Bishop appeared in several movies, including The Naked and the Dead, in which he quipped he “played both roles.’ He also performed on Broadway in Sugar Babies. But after the cancellation of his talk show in 1965, he fell out of the spotlight. Sinatra’s death in the late 1990s rekindled interest in the Rat Pack. Bishop, as the group’s last surviving member, was contacted for a number of interviews and was depicted in television movies. “The secret of comedy is when the audience can’t wait to hear what you’re gonna say,” Bishop said in a 1998 interview with the Dallas Morning News, quoted in the Washington Post. “I see them doing comedy now so loud. My conception of true comedy is to be overheard, not heard. That’s what made the Rat Pack so great.”

“Joey has something going for him that a lot of others don’t,” Carson once said. “He’s likable.” His likeability, talent, and style, though it included a nickname “The Frown Prince” in reference to his dour expressions, earned Bishop praise from comedians including Carson and Stan Laurel of Laurel and Hardy. In a statement after Bishop’s death, Phil-bin said of working under Bishop, “I learned a lot about the business of making people laugh.

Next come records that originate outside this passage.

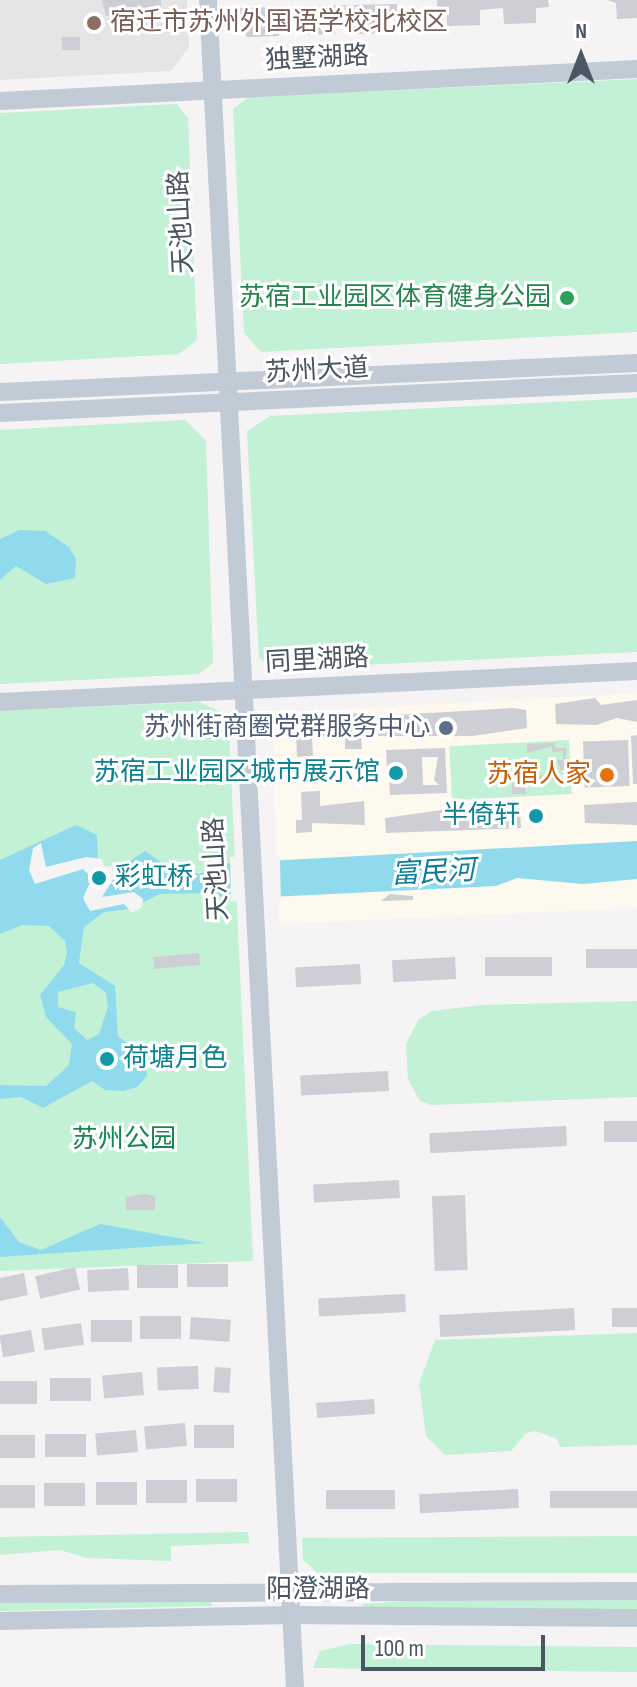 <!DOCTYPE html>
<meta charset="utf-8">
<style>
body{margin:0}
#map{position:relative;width:637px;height:1687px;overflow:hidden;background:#f5f3f3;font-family:"Sofia Sans Condensed","Noto Sans SC",sans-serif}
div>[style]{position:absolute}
.commercial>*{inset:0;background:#fdf9ef}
.education>*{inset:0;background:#e6e4e5}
.green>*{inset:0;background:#c3f1d5;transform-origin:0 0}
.water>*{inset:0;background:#90daee}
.pier>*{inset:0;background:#f5f3f3;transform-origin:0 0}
.building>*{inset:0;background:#cdcfd5;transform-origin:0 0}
.secondary>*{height:18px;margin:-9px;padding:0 9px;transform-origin:9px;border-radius:9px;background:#c1cbd6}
.dots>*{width:22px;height:22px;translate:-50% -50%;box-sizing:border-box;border:4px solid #fff;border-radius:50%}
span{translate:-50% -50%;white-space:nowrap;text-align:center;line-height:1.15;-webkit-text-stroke:6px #fff;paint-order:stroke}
.education-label{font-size:26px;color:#785e54}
.left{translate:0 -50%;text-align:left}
.street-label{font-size:26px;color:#4a5661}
.leisure-label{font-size:26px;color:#27864d}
.right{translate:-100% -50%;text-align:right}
.service-label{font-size:26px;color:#4e5e75}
.culture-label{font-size:26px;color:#0d838f}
.food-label{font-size:26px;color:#c56008}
.park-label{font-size:26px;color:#17864f}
.water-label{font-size:28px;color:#0c7c9b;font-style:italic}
.north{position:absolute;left:541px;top:16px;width:80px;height:80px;-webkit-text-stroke:6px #fff;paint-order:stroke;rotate:0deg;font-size:22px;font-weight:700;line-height:32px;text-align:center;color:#4a5661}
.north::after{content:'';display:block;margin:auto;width:28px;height:36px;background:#4a5661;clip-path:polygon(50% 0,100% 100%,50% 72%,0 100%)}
.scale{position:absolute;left:361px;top:1635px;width:184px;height:36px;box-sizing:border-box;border:4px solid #4a5661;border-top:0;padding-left:10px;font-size:24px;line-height:28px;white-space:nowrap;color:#4a5661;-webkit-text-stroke:6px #fff;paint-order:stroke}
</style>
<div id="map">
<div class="commercial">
<i style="clip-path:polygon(637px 693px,637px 908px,279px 924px,272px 725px,278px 713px)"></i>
</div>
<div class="education">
<i style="clip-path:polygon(0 0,187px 0,189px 47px,171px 71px,0 80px)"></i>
</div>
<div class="green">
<i style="clip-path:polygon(637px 79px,637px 332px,261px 352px,244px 333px,233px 109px,249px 97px)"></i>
<i style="clip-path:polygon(177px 104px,188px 118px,197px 340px,179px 354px,0 364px,0 113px)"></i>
<i style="clip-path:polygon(637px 398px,637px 652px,276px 669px,259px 658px,247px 431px,270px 416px)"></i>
<i style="clip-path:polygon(185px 420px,206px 441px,213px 663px,199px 674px,0 684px,0 430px)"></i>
<i style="clip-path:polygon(199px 702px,222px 712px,229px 729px,253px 1261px,0 1271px,0 711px)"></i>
<i style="left:569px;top:740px;width:54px;height:120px;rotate:87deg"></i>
<i style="clip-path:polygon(637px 1001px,637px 1097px,431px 1105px,420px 1101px,408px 1079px,406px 1044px,418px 1020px,432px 1011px,482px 1005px)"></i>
<i style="clip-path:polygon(637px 1333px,637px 1445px,560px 1447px,557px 1439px,536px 1431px,526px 1433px,511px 1451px,445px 1455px,426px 1436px,419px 1384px,435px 1340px)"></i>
<i style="clip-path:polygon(248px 1532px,249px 1543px,171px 1546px,171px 1561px,87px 1558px,60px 1550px,0 1555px,0 1537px)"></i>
<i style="clip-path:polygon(637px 1536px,637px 1573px,318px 1573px,303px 1560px,302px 1538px)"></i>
<i style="clip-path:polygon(477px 1596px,637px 1596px,637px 1611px,364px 1611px,362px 1604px)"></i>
<i style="clip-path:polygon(210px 1598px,212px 1606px,0 1611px,0 1599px)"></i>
<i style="clip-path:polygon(350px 1644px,637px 1647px,637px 1672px,313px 1668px,320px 1651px)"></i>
</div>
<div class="water">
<i style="clip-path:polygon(19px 530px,45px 531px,69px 547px,76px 559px,75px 578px,46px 584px,16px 566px,0 580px,0 539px)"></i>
<i style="clip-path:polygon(evenodd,76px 825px,97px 835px,98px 865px,116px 870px,145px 851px,168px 867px,199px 874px,229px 863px,637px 841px,637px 879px,583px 884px,517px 878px,496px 886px,230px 899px,210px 893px,160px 894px,130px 909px,104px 912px,84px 927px,79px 963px,115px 986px,118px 1036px,145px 1057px,147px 1076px,137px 1087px,124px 1091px,105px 1090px,92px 1081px,43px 1108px,21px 1097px,0 1099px,0 1085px,46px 1086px,69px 1065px,72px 1044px,46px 1017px,40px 995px,64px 965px,67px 953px,65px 941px,49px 926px,22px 925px,0 934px,0 860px,76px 825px,93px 983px,106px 993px,108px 1007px,99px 1034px,87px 1040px,74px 1028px,76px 1012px,58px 1007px,58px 992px,93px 983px)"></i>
<i style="clip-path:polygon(0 1217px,19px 1242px,41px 1250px,100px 1224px,206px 1243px,0 1257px)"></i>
</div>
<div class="pier">
<i style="clip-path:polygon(41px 843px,46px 867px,86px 857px,102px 859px,104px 866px,121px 867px,102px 897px,134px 892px,143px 899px,142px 907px,132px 913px,124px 904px,90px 911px,83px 898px,92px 878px,83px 869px,35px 884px,29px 870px,33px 848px)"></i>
<i style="left:280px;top:856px;width:45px;height:50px;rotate:89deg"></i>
</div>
<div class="building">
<i style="clip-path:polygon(102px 0,161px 0,161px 10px,106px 16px)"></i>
<i style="clip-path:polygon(437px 0,548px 0,549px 7px,536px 8px,536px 23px,504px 24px,503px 8px,480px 10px,480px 25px,447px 26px,447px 11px,437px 11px)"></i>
<i style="clip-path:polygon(607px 0,637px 0,637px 18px,617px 19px,616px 3px)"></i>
<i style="clip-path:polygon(397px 4px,397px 19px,386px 20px,386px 33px,358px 34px,358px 17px,347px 17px,335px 19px,335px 34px,302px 35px,302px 19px,278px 21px,279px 36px,246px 37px,246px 21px,236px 22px,236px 8px)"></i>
<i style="left:62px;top:37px;width:18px;height:13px"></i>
<i style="clip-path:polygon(595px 698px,601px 705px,637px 700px,637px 722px,617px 718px,596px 725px,556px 724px,555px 704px)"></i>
<i style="clip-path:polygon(513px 708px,526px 710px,527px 728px,473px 736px,378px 736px,377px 716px)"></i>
<i style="clip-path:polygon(359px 713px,362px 749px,345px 749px,345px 738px,312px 739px,313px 756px,297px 757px,296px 732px,312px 731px,311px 718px)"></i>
<i style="clip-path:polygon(637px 735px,637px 784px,633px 784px,631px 736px)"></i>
<i style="left:628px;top:740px;width:46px;height:45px;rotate:88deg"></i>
<i style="clip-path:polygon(555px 743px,555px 748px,566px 748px,567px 781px,547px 780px,525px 787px,526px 794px,512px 794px,512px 783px,548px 774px,563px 777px,557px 760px,563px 760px,563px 751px,552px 752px,552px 746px,527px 753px,527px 744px)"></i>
<i style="clip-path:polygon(evenodd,445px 748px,447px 793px,390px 795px,389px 779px,407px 778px,406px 767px,387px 768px,386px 750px,445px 748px,422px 757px,438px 757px,434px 780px,439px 785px,423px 785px,422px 757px)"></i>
<i style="clip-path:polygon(320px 791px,320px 806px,364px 801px,365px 825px,312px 823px,312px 832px,296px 833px,296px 820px,302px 820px,301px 792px)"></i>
<i style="clip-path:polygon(637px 802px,637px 825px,585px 823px,584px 805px)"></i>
<i style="clip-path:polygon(455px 808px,456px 814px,520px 808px,521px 828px,386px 833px,385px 818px)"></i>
<i style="left:543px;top:809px;width:14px;height:16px;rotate:86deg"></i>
<i style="clip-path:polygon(390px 894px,413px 896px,413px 900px,381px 901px)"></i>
<i style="left:637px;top:949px;width:19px;height:51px;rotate:90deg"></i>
<i style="left:199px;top:953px;width:12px;height:46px;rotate:85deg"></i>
<i style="left:455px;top:957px;width:22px;height:63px;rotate:87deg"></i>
<i style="left:552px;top:957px;width:19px;height:67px;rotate:90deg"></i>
<i style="left:360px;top:964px;width:20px;height:65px;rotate:87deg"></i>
<i style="left:388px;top:1071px;width:20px;height:88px;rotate:87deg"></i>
<i style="left:637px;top:1121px;width:21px;height:33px;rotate:90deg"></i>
<i style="left:566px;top:1126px;width:20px;height:137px;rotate:87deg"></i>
<i style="left:399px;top:1180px;width:18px;height:86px;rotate:87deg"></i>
<i style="clip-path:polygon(144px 1194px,155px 1196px,155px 1210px,126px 1210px,126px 1197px)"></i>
<i style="left:465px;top:1195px;width:75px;height:33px;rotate:88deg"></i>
<i style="left:187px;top:1264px;width:41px;height:23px"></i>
<i style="left:178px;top:1265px;width:23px;height:41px;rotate:90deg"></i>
<i style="left:75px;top:1267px;width:23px;height:41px;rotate:77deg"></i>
<i style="left:128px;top:1268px;width:22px;height:41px;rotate:87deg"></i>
<i style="clip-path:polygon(24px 1273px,28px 1295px,0 1301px,0 1278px)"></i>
<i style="left:405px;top:1294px;width:18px;height:87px;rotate:87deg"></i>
<i style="left:574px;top:1308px;width:22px;height:135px;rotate:87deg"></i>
<i style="left:637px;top:1308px;width:19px;height:25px;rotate:90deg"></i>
<i style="left:181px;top:1316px;width:23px;height:41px;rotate:90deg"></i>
<i style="left:191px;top:1317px;width:40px;height:22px;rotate:4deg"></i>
<i style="left:91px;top:1320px;width:41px;height:22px"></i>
<i style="left:81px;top:1323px;width:22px;height:40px;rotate:82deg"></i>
<i style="left:31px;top:1330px;width:22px;height:32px;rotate:80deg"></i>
<i style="left:198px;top:1366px;width:23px;height:41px;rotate:88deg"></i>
<i style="left:215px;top:1367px;width:16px;height:25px;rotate:4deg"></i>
<i style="left:142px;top:1372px;width:23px;height:40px;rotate:85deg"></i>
<i style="left:50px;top:1378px;width:41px;height:23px"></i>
<i style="left:37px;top:1381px;width:23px;height:37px;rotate:90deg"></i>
<i style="left:374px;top:1399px;width:15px;height:58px;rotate:86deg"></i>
<i style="left:185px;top:1423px;width:23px;height:41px;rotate:85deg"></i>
<i style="left:194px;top:1425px;width:40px;height:23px"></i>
<i style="left:136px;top:1430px;width:22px;height:41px;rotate:85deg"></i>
<i style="left:86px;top:1434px;width:23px;height:41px;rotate:90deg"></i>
<i style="left:35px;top:1435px;width:23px;height:35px;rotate:90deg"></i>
<i style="left:237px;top:1479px;width:23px;height:41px;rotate:90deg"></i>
<i style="left:187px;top:1480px;width:23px;height:41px;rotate:90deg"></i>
<i style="left:96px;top:1482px;width:41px;height:23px"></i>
<i style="left:85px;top:1483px;width:23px;height:41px;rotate:90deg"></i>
<i style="left:0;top:1485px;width:35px;height:23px"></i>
<i style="left:518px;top:1489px;width:19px;height:99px;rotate:87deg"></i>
<i style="left:395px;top:1490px;width:19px;height:69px;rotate:90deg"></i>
<i style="left:637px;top:1491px;width:17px;height:87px;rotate:90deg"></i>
</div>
<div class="secondary">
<i style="left:208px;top:0;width:1689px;rotate:87.05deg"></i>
<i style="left:0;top:101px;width:638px;rotate:-2.88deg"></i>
<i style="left:0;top:392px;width:638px;rotate:-2.61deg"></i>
<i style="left:0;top:413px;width:638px;rotate:-2.7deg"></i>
<i style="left:0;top:702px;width:638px;rotate:-2.79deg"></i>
<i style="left:0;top:1594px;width:637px;rotate:-0.27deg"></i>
<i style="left:0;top:1621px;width:291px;rotate:-1.2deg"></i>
<i style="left:291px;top:1615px;width:346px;rotate:0.5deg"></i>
</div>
<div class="dots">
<i style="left:94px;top:23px;background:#8d6e63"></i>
<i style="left:567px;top:298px;background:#2e9e5b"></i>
<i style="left:446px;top:728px;background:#5c6f8a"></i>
<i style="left:396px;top:773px;background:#0f9aa8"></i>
<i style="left:607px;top:775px;background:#e8710a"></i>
<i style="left:536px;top:816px;background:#0f9aa8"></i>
<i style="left:99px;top:878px;background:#0f9aa8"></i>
<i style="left:107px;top:1059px;background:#0f9aa8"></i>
</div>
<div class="education-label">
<span class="left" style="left:110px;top:23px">宿迁市苏州外国语学校北校区</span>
</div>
<div class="street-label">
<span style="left:317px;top:59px;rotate:-3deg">独墅湖路</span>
<span style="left:182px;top:222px;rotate:-93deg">天池山路</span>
<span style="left:317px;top:371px;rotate:-3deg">苏州大道</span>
<span style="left:317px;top:661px;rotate:-3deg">同里湖路</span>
<span style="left:217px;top:869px;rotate:-93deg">天池山路</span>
<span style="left:318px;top:1590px">阳澄湖路</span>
</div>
<div class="leisure-label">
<span class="right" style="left:551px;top:298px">苏宿工业园区体育健身公园</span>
</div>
<div class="service-label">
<span class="right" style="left:430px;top:728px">苏州街商圈党群服务中心</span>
</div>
<div class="culture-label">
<span class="right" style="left:380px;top:773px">苏宿工业园区城市展示馆</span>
<span class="right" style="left:520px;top:816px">半倚轩</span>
<span class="left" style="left:115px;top:878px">彩虹桥</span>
<span class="left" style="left:123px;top:1059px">荷塘月色</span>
</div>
<div class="food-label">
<span class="right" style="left:591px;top:775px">苏宿人家</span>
</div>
<div class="park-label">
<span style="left:124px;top:1140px">苏州公园</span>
</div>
<div class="water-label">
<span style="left:433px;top:873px;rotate:-3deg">富民河</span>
</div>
<div class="north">N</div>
<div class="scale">100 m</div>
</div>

He was a master comedian and a great teacher and I will never forget those days or him.”

After years of failing health, Bishop died of multiple organ failure in his home in Newport Beach, California, on October 17, 2007. Bishop is survived by his son, Larry, two grandchildren, and companion Nora Garibotti. Sources: CNN.com, http://www.cnn.com/2007/SHOWBIZ/Movies/10/18/obit.bishop/index.html (October 18, 2007); Los Angeles Times, October 19, 2007, p. B10; New York Times, October 19, 2007, p. C13; Times (London), October 20, 2007, p. 76; Washington Post, October 19, 2007, p. B6.